Deploying FortiWeb VM in HA - Our findings (might be useful, would appreciate feedback)
I'm in the process of rolling out 2 FortiWeb VM's in HA to replace some aging Barracuda Load Balancers. Unfortunately documentation is a little vague/dispersed and there is no clear cut "How To" or "Cookbook" when compared to other Fortinet products for deploying the VM's in HA. So I thought I'd share some details that other new customers might find useful.
we're still in the process of configuring, so apologies if some of the terminology or facts are incorrect, I'd really appreciate any feedback on correction, improvements, problems or thing that might cause a security concern -
How HA works on FortiWeb - FortiWeb HA is only Active-Passive, each unit must be configured separately, each with its own IP. Once you configure HA, the Secondary unit will become a slave to the Main unit, it will lose the config you gave it including IP, so it can only be managed directly from the Main unit. This differs to some other manufacturers such as Barracuda where each devices retain the IP you gave them.
Configure HA first or with a Clean config - We initially deployed a single VM for PoC, which we configured up, we then decided to move this to production and simply add a second VM and place it into HA. When we setup HA, the 2 VM's had a conflict and the interfaces and VIP's started flip flopping. After getting no joy from Fortinet support, we factory reset the 2 VM's, with a clean config HA worked immediately. This probably could have been resolved through tweaking the config, but you could save yourself some time by just setting up the HA at the very beginning.
Configure your Virtual Network - We tested with various settings, but it turns out the default VMWare configure should be sufficient. Though we found we had to set Mac Address Changes to "Accept" on the "VM Network" and ports which handles the VIPs. We tried disabling this as an experiment, but the IPs and FortiWebs became unreachable. (Any feedback on this please, does anybody know if this is required? Or if we're doing something wrong?)
Flapping on member rejoining - We found that when a member was rebooted or just rejoining the group, the IP's appeared to start flapping, which caused long period (3-5 minutes) of interruption and intermittent ping losses. This appears to be caused by a combination of settings, which I'm still trying to fathom and find the best. But what we found was
Monitor ALL ports that are handling VIPs and traffic (Not just the uplink port), we found unmonitored ports took longer to stabilize.
Increase the "ARP Packet Numbers", default is 3, we increased this to 10 and then 16 (Ensure you understand the consequences of this though).
Stop the returning member from attempting to take control so quickly through changing the time it waits to 60 seconds, this needs to be done through the CLI and running[/ol]

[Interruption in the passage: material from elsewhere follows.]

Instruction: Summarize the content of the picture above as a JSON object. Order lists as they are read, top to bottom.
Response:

config system ha set boot-time 60 end
Through doing this we've managed to get HA stable, flip flopping reduced from the mention 3-5 minutes intermittent disruption to availability, down to a couple of ping long loses.

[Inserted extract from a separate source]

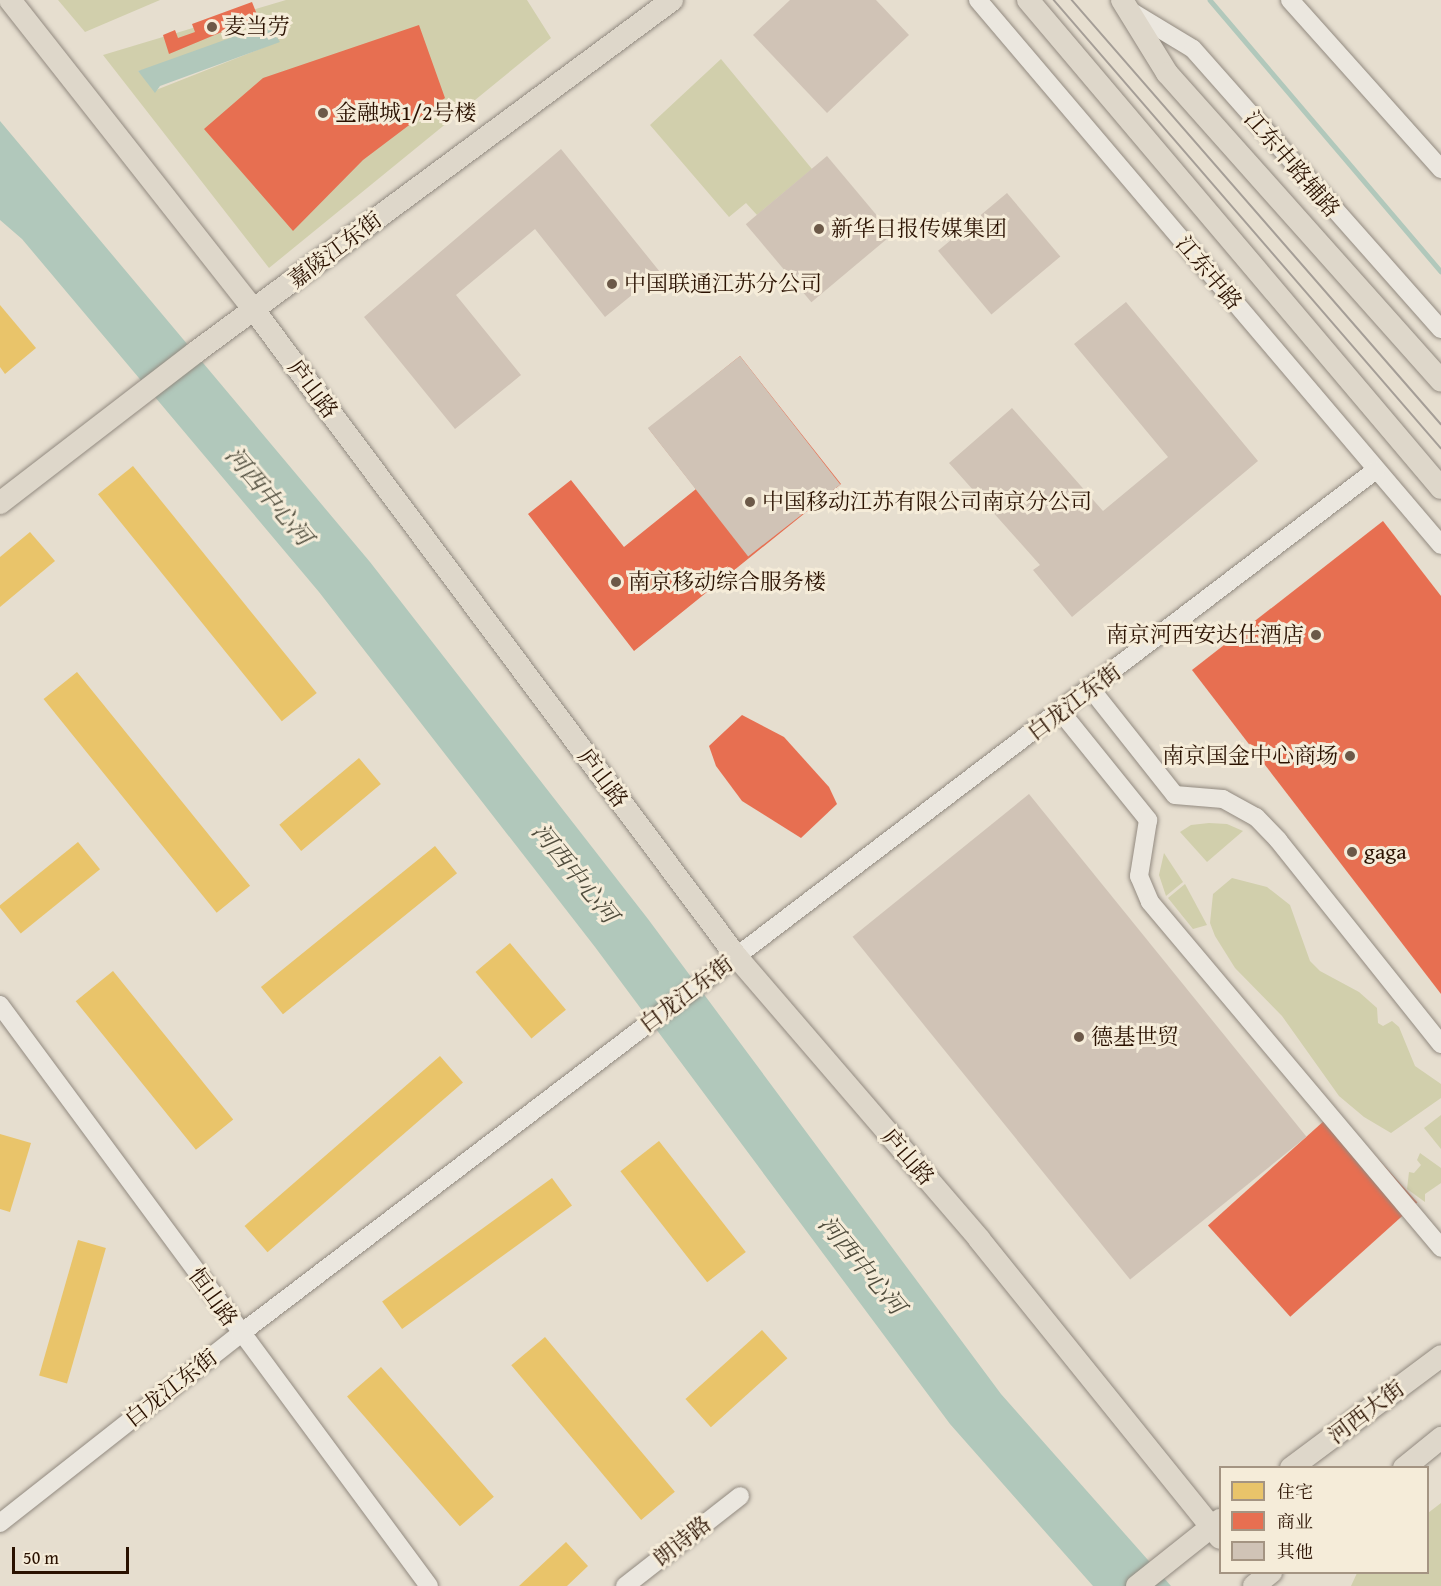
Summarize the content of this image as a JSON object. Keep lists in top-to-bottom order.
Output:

We discovered a configuration issue on our Firewalls, they were not Source-NATing outbound traffic from the FortiWebs correctly, I can't see why this would cause flapping on internal subnets. But after fixing this we undid the settings above, and failover has been painless since. Though I'll leave the notes in, as they may be useful to somebody else.

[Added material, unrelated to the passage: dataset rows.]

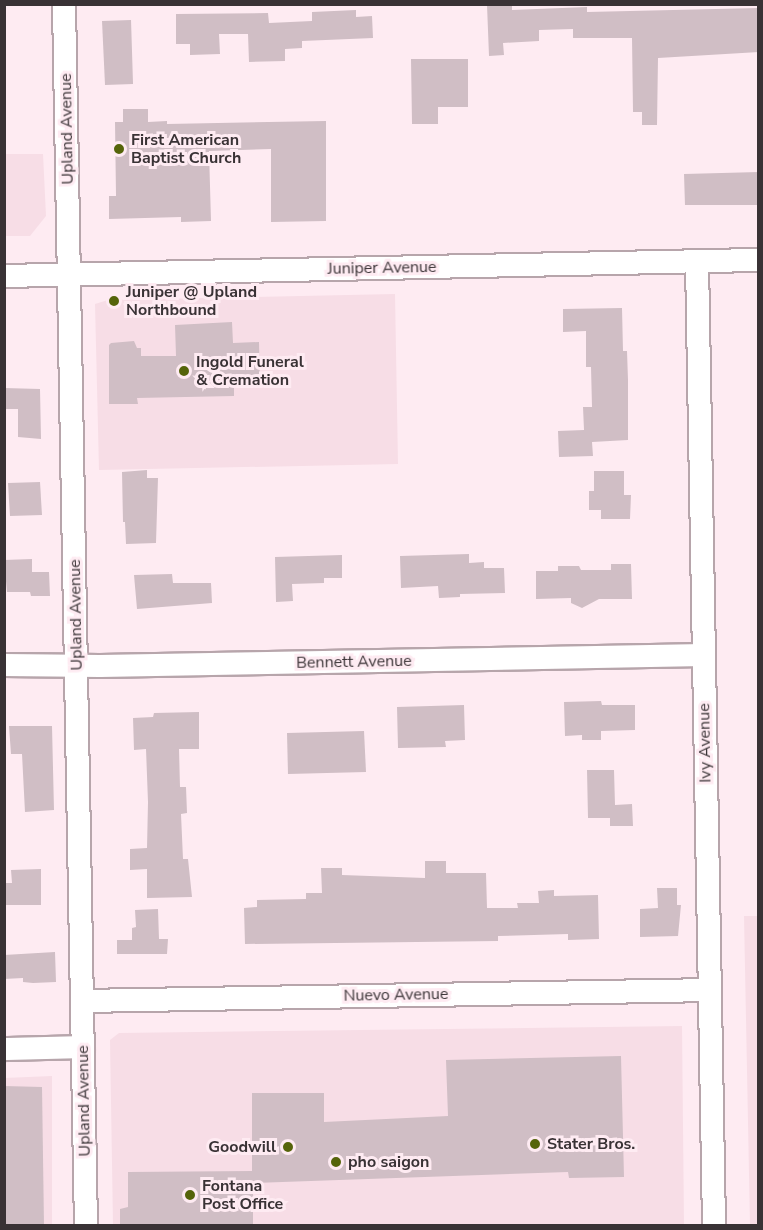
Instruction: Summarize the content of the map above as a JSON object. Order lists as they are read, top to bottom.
{
  "streets": {
    "street": [
      "Upland Avenue",
      "Juniper Avenue",
      "Bennett Avenue",
      "Ivy Avenue",
      "Nuevo Avenue"
    ]
  },
  "crossings": [
    ["Upland Avenue", "Juniper Avenue"],
    ["Upland Avenue", "Bennett Avenue"],
    ["Upland Avenue", "Nuevo Avenue"],
    ["Juniper Avenue", "Ivy Avenue"],
    ["Bennett Avenue", "Ivy Avenue"],
    ["Ivy Avenue", "Nuevo Avenue"]
  ],
  "places": [
    "First American Baptist Church",
    "Juniper @ Upland Northbound",
    "Ingold Funeral & Cremation",
    "Stater Bros.",
    "Goodwill",
    "pho saigon",
    "Fontana Post Office"
  ]
}
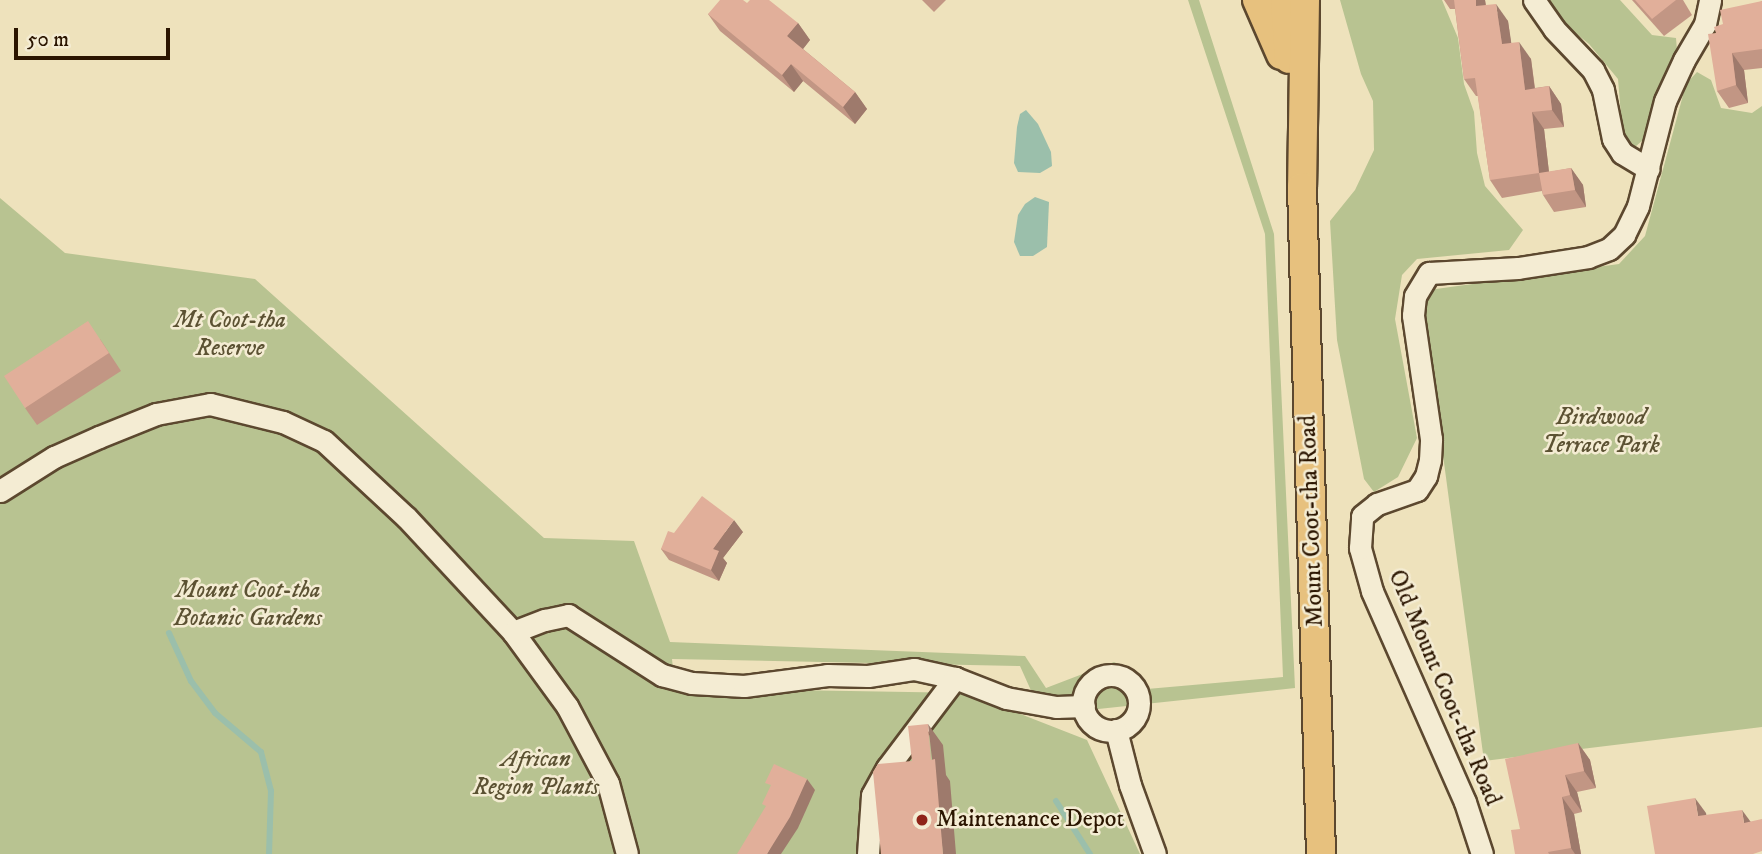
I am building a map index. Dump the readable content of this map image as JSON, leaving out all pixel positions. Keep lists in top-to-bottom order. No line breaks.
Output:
{"streets":{"main road":["Mount Coot-tha Road"],"street":["Old Mount Coot-tha Road"]},"parks":["Mt Coot-tha Reserve","Birdwood Terrace Park","Mount Coot-tha Botanic Gardens","African Region Plants"],"places":["Maintenance Depot"],"scale_bar":"50 m"}
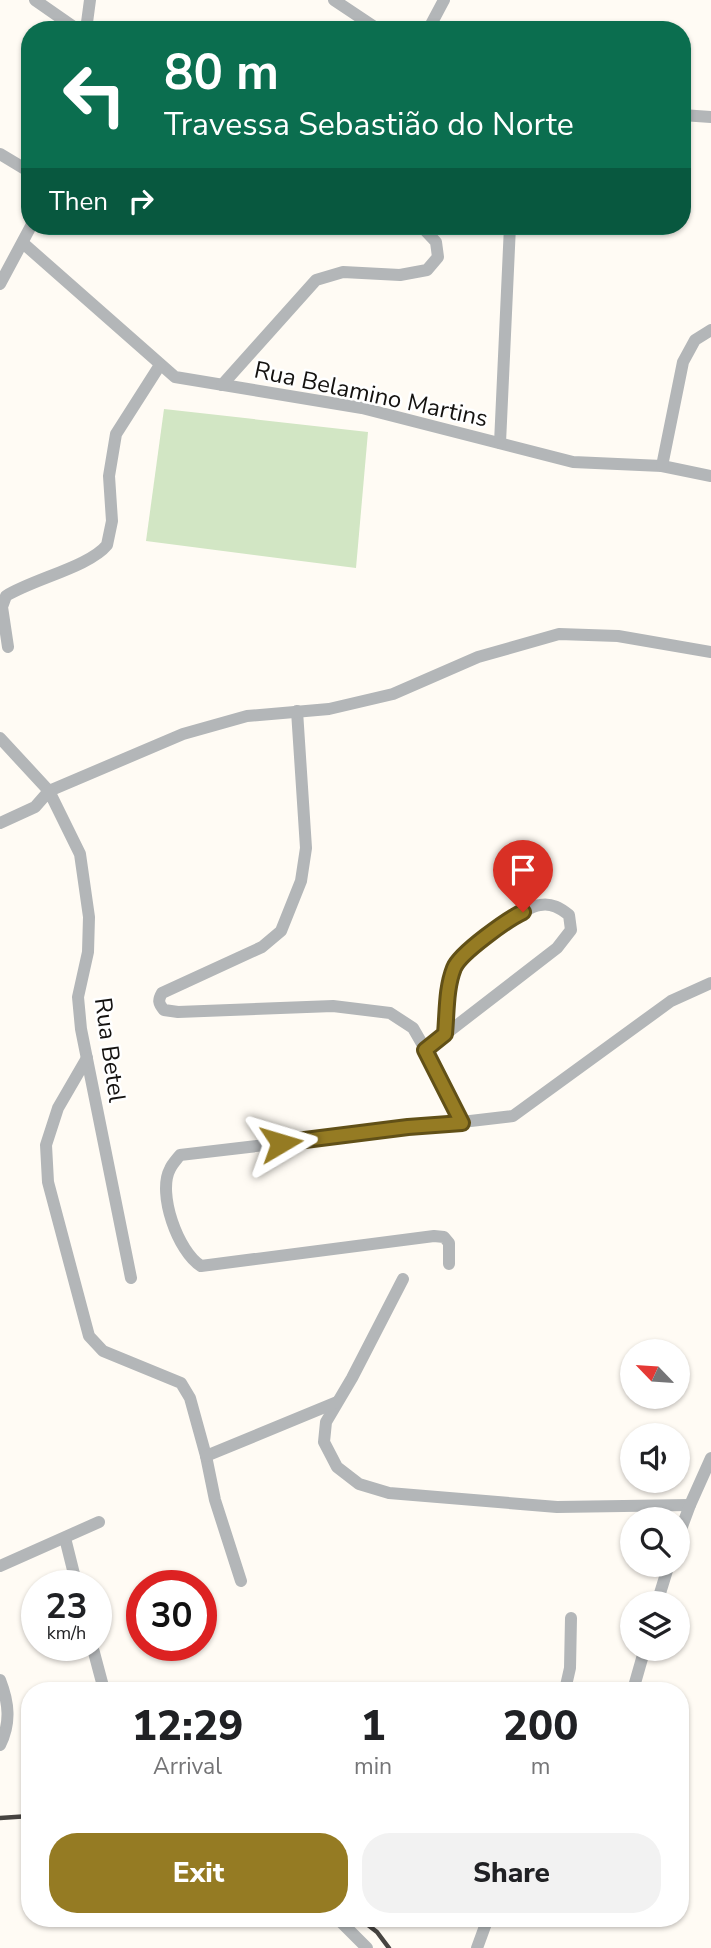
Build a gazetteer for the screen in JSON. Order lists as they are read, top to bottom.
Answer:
{
  "streets": {
    "street": ["Rua Belamino Martins", "Rua Betel"]
  },
  "north": "top left",
  "page": {
    "turn": ["80 m", "Travessa Sebastião do Norte"],
    "then": "Then",
    "speed": "23 km/h",
    "limit": "30",
    "eta": [
      "12:29",
      "Arrival",
      "1",
      "min",
      "200",
      "m"
    ],
    "buttons": ["Exit", "Share"]
  }
}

For the flapping, can you show any details on your topology? That is not normal.
It might be a good thing for them to add to troubleshooting, too. Contact firstname.lastname@example.org directly. Ask for the FortiWeb writer, and mention that you couldn't find a solution for flapping in the docs.
A lot of it is available, but it is quite sporadic and there are no specific instructions for a VMWare environment, which is subtly different (for example having to configure Promiscuous mode, or allow MAC address to change).
The topology is flat/simple, the environment is just a few ESXi hosts sitting behind Firewalls. Hopefully I can just describe it as follows
Firewall (Physical Palo Alto Firewalls, will be replaced with Fortigate 200D's shortly though)[ul]
1 Uplink port to the Web1
1 Internal port used as follow[ul]
Assigned 10.100.101.1, Dedicated subnet for FortiWeb traffic, public IPs are NAT'd i.e. 10.100.101.60 which is a VIP on the FortiWeb.
Assigned 10.100.100.1 Server Subnet (Used as gateway for non-Fortiweb traffic)[/ul][/ul]
FortiWeb VMs in HA[ul]
1 Routing rule carrying 0.0.0.0 to 10.100.101.1
Port 1 assigned 10.100.101.5 receives traffic from Firewall
Port 2 assigned 10.100.100.5 passes traffic to and from Web Servers
Port 10 Assigned as Heartbeat[/ul][/ul]
If thats not enough info, let me know and I'll put a quick diagram together.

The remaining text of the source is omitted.